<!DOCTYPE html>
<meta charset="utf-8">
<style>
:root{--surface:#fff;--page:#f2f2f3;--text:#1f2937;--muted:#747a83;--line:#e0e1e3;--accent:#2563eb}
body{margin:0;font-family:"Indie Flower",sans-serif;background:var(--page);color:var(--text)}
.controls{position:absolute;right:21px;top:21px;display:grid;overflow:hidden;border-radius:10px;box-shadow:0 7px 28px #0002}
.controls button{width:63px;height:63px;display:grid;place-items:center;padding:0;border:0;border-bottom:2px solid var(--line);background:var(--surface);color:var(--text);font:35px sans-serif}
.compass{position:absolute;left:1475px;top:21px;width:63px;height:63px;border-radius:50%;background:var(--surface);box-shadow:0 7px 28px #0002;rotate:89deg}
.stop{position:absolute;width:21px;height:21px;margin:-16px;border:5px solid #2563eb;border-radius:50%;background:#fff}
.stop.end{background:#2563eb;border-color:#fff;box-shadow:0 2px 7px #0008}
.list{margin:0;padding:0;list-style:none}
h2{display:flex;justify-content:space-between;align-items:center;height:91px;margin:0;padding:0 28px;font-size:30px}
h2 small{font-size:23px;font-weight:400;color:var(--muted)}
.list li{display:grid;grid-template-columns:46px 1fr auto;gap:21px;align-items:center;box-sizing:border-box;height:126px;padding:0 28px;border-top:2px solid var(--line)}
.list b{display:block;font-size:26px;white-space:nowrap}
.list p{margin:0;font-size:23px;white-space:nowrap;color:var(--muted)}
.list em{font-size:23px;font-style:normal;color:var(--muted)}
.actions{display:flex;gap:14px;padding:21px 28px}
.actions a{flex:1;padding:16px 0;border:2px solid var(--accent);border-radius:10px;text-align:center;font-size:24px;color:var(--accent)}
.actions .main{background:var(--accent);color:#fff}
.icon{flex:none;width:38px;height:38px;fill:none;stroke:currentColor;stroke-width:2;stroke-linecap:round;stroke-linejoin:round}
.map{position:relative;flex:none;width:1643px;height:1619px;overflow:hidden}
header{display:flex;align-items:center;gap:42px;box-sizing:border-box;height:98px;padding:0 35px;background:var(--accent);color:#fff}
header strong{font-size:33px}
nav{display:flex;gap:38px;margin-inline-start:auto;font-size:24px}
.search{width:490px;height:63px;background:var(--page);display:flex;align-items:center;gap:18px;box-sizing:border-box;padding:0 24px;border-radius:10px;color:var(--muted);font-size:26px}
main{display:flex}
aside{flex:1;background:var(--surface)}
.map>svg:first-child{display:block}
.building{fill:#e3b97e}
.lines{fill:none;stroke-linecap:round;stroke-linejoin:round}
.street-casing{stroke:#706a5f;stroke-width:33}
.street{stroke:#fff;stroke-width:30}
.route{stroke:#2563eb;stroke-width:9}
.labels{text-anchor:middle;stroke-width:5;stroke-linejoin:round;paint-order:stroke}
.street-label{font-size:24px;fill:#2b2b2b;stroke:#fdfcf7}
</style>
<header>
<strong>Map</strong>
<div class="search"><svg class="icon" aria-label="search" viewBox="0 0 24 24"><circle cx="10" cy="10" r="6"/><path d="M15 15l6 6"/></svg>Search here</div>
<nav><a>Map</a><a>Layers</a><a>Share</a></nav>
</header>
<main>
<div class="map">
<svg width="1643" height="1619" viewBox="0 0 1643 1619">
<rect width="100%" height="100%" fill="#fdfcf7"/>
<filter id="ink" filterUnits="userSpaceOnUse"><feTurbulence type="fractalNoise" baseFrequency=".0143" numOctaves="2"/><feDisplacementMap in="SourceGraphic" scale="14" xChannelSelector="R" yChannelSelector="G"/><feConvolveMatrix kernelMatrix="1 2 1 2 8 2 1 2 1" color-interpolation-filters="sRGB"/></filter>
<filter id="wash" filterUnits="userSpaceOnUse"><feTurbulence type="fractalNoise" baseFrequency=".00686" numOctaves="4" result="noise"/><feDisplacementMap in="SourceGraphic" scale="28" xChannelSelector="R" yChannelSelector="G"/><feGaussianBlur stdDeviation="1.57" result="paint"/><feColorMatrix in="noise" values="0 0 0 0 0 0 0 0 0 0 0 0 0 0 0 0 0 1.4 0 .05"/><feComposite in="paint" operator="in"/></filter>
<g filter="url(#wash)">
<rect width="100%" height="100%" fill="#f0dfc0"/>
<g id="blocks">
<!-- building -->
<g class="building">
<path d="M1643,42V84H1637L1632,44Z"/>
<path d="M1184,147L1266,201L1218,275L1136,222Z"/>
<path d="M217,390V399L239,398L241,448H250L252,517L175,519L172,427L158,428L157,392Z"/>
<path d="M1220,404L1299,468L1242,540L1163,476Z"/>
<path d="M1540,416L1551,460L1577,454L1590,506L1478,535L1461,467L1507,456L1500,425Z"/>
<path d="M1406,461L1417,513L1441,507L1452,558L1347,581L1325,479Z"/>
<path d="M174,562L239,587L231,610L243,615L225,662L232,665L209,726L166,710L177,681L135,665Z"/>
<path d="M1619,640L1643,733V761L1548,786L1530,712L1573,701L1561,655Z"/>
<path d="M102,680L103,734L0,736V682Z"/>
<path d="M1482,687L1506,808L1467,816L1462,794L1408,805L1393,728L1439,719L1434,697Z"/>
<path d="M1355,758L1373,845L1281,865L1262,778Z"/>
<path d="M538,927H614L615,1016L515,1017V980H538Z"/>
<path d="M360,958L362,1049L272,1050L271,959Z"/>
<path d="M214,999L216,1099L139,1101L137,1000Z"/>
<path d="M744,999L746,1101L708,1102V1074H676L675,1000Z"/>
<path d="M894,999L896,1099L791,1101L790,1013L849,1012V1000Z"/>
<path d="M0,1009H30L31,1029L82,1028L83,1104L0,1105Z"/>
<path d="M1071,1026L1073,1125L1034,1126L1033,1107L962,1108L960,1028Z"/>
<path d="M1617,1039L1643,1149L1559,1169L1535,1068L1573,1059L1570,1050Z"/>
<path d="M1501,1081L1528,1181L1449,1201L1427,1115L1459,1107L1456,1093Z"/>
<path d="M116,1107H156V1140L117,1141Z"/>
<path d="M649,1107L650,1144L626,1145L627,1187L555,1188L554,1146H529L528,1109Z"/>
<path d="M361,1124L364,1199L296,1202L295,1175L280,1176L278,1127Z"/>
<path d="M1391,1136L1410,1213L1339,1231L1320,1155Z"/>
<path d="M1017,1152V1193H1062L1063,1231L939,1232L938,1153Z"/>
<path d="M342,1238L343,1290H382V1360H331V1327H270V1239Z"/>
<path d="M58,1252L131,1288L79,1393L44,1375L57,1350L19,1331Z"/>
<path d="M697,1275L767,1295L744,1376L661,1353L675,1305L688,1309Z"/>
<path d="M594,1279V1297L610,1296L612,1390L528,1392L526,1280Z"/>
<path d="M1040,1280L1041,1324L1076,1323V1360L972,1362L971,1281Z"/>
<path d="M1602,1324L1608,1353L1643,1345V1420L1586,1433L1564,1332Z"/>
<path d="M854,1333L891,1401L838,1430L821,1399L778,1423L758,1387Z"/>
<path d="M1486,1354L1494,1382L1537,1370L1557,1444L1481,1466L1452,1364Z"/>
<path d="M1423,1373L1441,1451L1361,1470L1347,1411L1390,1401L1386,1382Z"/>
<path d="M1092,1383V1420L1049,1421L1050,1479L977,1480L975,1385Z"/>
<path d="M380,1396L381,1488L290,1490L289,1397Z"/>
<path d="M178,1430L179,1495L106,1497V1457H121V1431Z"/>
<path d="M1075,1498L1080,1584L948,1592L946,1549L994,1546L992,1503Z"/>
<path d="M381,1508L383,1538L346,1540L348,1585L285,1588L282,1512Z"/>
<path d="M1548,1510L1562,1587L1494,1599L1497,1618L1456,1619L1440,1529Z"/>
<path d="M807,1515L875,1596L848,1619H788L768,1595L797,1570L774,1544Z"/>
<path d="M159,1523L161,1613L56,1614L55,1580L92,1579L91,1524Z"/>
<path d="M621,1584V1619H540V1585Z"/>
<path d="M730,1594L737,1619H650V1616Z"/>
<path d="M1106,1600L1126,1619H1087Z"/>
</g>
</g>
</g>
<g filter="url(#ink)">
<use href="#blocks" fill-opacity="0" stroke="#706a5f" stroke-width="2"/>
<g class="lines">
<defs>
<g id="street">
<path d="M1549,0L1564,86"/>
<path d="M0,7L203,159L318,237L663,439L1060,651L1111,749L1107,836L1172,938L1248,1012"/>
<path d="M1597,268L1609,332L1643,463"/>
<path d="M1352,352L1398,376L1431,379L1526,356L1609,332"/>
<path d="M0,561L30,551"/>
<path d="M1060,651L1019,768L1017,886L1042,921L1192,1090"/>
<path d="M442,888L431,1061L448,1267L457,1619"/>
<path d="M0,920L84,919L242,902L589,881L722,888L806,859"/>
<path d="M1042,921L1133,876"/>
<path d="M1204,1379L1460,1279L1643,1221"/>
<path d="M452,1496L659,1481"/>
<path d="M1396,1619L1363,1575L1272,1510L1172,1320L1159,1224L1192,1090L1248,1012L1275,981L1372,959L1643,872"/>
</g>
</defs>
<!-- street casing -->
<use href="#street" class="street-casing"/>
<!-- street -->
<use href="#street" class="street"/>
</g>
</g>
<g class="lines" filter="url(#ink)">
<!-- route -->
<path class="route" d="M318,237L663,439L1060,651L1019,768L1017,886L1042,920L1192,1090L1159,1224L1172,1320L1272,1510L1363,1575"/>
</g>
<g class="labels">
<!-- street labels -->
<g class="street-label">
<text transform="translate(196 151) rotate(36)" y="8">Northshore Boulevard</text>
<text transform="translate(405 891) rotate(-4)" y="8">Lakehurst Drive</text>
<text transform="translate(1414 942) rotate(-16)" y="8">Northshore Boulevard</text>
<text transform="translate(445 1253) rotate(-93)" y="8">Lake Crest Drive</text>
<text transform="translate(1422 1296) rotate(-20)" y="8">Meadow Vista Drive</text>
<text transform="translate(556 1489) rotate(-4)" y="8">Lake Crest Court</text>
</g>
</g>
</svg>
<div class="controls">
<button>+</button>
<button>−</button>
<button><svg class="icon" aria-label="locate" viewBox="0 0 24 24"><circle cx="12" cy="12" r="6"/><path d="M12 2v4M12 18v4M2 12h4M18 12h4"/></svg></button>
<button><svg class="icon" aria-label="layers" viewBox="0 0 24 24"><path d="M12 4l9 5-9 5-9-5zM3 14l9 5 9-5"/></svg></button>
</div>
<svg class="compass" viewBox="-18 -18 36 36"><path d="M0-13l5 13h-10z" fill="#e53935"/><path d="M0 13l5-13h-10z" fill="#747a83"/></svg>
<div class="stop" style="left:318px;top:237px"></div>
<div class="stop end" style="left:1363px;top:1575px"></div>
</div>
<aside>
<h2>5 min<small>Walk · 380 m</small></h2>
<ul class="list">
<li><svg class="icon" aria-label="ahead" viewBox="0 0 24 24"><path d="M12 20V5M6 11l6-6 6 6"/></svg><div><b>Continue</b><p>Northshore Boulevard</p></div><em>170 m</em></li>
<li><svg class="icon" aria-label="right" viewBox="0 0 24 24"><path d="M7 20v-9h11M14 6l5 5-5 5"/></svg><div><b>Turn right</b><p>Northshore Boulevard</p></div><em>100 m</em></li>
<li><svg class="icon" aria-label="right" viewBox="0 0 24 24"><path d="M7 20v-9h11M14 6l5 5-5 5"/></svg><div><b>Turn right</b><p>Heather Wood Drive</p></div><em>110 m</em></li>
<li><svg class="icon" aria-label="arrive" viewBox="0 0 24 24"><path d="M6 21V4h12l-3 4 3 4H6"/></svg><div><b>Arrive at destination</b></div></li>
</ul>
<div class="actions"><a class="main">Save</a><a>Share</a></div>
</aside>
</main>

WORK INSTRUCTIONS
The lines in the records above that include the word "controls" must be copied out.

SOLUTION FOR THIS EXERCISE
.controls{position:absolute;right:21px;top:21px;display:grid;overflow:hidden;border-radius:10px;box-shadow:0 7px 28px #0002}
.controls button{width:63px;height:63px;display:grid;place-items:center;padding:0;border:0;border-bottom:2px solid var(--line);background:var(--surface);color:var(--text);font:35px sans-serif}
<div class="controls">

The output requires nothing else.